YOUR TASK: Filter the records below for the word "strokeStyle". Keep each line that has it.

(RECORDS FOR PROCESSING)

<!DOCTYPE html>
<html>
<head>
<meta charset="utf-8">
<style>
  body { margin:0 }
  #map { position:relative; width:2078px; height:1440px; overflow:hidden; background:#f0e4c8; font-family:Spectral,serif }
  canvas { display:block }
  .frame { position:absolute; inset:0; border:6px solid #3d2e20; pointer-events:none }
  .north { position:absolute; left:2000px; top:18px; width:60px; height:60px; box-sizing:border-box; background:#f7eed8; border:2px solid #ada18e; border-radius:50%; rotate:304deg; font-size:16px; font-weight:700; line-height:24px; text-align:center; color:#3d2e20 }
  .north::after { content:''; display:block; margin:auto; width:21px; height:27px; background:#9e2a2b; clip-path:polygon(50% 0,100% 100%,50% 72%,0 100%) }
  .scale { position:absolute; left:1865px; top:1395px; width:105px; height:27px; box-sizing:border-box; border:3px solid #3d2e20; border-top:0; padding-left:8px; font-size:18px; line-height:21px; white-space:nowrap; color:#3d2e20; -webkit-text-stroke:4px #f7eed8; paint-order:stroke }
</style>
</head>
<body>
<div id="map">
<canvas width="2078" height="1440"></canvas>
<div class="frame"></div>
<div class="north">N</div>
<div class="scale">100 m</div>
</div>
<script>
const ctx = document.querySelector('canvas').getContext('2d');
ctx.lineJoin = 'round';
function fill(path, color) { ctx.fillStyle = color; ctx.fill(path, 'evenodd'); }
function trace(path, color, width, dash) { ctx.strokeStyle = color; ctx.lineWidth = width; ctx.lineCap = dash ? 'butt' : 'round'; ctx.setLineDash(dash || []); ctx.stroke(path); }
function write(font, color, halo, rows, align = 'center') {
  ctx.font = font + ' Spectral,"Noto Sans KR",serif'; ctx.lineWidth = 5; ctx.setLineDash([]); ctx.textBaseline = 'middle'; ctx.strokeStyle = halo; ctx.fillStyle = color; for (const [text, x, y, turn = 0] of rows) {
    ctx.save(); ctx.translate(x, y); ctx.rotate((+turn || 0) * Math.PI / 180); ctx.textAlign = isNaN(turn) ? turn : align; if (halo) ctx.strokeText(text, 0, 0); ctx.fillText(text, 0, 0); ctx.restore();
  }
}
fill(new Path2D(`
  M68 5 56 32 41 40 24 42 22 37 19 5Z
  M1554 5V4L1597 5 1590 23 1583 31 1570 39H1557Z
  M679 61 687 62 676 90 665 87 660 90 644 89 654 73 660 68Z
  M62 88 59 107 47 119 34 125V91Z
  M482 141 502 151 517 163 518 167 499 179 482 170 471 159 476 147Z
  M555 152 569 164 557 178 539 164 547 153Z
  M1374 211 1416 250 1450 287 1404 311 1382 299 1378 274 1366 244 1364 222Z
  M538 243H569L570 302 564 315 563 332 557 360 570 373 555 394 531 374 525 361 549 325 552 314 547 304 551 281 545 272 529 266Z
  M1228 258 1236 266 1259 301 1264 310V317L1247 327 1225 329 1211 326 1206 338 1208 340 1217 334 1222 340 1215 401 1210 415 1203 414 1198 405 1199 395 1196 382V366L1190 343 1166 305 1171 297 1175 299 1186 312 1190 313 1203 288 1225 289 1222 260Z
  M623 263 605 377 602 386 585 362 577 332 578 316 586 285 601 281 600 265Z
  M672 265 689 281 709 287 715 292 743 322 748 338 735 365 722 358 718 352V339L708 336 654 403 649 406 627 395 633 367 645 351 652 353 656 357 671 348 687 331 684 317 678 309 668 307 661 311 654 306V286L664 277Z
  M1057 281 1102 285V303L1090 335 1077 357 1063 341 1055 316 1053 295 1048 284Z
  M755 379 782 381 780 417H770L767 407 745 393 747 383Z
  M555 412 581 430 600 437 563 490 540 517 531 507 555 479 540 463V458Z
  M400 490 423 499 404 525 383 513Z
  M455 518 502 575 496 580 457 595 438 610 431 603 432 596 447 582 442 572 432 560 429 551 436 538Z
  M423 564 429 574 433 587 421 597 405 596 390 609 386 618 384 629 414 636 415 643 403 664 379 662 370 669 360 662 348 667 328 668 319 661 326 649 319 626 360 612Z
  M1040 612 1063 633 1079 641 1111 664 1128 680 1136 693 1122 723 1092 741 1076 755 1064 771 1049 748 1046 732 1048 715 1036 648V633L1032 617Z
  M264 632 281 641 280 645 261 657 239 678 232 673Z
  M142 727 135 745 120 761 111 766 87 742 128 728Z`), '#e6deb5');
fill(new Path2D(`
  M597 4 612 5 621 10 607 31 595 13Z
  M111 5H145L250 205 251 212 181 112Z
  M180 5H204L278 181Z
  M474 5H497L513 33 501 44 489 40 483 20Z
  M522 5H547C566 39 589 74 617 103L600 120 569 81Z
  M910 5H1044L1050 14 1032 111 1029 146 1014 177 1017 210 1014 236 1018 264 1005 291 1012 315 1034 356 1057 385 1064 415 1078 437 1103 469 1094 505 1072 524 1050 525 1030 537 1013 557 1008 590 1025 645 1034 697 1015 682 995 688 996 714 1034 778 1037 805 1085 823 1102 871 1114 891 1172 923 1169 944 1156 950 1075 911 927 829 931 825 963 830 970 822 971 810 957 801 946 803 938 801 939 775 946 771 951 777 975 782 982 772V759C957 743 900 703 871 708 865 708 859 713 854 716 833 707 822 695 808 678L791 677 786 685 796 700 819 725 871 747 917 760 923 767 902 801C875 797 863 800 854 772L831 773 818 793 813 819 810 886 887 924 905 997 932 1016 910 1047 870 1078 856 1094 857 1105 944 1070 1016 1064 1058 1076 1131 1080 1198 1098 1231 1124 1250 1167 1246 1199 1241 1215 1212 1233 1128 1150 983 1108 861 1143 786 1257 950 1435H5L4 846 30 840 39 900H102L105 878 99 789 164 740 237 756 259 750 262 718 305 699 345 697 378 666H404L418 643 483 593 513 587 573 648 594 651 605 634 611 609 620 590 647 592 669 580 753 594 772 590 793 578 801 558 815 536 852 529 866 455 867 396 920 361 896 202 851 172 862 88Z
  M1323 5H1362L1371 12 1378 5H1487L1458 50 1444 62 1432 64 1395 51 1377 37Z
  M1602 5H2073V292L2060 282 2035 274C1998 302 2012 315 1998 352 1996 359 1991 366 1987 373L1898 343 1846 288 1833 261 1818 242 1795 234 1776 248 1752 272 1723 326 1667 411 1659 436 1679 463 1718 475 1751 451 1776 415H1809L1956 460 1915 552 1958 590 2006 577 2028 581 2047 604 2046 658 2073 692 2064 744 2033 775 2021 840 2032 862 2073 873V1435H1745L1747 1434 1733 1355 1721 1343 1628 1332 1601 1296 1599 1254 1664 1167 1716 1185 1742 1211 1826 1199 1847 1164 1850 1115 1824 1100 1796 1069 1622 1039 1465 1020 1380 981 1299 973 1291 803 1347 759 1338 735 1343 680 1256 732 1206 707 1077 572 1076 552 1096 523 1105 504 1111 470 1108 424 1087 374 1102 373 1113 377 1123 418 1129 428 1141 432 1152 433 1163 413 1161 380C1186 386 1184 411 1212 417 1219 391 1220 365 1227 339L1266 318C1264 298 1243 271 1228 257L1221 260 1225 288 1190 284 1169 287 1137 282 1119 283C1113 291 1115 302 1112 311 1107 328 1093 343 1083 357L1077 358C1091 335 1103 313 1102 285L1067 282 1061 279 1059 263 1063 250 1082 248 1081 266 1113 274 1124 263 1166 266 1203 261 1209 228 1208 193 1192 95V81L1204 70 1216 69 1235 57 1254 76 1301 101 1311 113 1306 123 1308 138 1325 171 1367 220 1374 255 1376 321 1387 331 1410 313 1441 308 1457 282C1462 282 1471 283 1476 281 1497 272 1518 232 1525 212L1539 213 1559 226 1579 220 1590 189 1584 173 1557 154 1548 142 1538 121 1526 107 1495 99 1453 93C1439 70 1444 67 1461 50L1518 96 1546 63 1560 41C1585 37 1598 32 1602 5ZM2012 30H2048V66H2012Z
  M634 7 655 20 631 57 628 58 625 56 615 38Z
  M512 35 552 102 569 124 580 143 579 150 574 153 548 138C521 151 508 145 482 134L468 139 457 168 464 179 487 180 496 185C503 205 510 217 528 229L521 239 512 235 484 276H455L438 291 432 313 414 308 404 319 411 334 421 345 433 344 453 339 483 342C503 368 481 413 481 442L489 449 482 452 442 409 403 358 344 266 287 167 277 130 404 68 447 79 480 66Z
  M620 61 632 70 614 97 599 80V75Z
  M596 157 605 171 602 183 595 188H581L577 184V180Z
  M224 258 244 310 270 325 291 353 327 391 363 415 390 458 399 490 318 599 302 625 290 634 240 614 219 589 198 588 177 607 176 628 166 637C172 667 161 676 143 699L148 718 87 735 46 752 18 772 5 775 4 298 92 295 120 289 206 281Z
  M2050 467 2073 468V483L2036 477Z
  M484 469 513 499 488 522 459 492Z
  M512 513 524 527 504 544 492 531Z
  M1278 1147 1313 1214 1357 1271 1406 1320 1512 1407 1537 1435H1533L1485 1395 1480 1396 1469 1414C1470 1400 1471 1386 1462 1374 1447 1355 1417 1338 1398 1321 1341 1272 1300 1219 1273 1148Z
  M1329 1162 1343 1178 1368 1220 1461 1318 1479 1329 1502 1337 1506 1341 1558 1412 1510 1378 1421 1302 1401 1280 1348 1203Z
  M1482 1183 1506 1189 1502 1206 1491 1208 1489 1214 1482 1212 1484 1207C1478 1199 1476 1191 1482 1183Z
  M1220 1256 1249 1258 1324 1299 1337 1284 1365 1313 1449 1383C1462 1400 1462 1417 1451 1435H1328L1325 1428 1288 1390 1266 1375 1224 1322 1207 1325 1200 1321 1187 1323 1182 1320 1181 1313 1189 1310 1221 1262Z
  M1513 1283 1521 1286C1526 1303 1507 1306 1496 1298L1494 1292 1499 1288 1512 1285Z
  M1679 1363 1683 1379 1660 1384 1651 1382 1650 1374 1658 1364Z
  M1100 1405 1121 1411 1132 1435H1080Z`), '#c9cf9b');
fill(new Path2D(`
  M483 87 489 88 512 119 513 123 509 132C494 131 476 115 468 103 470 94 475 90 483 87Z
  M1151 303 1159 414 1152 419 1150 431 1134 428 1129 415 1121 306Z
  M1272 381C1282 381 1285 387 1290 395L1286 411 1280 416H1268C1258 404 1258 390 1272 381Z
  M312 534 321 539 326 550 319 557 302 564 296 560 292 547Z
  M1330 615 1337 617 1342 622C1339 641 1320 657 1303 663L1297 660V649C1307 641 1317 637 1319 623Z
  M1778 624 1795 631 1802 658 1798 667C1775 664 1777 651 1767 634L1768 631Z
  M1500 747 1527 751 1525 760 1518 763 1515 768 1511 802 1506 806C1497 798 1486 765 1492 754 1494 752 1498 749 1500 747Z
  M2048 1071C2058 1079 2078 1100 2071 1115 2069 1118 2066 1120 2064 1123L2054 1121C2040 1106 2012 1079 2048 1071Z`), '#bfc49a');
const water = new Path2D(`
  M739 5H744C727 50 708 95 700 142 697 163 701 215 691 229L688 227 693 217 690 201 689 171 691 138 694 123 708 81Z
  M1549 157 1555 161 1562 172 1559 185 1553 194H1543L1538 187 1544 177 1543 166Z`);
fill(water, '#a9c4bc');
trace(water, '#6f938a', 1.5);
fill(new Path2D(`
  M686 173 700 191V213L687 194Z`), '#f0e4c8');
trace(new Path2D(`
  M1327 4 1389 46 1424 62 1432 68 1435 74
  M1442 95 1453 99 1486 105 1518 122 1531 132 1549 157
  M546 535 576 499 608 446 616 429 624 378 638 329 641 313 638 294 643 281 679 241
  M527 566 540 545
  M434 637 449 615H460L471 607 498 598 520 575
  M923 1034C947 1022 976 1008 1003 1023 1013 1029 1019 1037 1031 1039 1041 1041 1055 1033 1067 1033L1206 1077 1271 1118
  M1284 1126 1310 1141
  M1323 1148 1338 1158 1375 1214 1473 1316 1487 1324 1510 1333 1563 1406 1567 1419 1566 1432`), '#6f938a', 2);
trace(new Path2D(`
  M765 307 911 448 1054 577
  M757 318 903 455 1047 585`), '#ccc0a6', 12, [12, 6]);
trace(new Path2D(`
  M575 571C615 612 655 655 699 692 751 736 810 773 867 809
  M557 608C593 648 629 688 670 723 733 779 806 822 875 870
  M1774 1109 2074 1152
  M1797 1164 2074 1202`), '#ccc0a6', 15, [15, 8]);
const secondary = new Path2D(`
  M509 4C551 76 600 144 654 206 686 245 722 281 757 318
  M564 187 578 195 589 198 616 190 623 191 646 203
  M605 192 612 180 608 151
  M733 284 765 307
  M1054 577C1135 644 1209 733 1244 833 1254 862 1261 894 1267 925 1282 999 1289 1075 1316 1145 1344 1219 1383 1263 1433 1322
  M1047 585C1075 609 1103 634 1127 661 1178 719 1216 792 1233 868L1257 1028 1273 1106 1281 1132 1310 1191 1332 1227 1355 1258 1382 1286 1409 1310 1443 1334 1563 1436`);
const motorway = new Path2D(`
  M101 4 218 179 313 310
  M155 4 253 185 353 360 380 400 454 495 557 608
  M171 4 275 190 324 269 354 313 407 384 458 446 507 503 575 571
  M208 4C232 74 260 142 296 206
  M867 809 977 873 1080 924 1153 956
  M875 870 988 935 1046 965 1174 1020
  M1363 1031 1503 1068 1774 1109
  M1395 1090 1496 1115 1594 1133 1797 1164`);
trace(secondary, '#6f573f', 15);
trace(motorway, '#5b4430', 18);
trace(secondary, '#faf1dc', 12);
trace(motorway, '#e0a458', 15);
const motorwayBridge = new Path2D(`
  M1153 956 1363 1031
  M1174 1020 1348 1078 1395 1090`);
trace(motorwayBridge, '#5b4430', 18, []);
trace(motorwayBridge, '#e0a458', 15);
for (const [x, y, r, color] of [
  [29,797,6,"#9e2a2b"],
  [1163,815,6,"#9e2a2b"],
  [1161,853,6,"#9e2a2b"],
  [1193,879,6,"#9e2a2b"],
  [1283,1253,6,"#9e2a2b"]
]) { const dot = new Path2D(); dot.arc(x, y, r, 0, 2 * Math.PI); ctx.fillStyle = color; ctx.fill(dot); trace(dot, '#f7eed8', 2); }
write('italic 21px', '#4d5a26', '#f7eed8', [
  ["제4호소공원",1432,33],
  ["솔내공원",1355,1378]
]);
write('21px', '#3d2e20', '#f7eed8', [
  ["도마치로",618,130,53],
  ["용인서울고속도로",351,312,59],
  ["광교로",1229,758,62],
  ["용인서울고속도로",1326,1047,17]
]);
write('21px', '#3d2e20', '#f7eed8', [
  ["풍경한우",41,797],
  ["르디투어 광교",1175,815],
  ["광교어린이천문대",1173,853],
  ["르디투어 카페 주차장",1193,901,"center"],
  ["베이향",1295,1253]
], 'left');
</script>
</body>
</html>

(End RECORDS FOR PROCESSING)

RESPONSE TO THIS EXERCISE:
function trace(path, color, width, dash) { ctx.strokeStyle = color; ctx.lineWidth = width; ctx.lineCap = dash ? 'butt' : 'round'; ctx.setLineDash(dash || []); ctx.stroke(path); }
  ctx.font = font + ' Spectral,"Noto Sans KR",serif'; ctx.lineWidth = 5; ctx.setLineDash([]); ctx.textBaseline = 'middle'; ctx.strokeStyle = halo; ctx.fillStyle = color; for (const [text, x, y, turn = 0] of rows) {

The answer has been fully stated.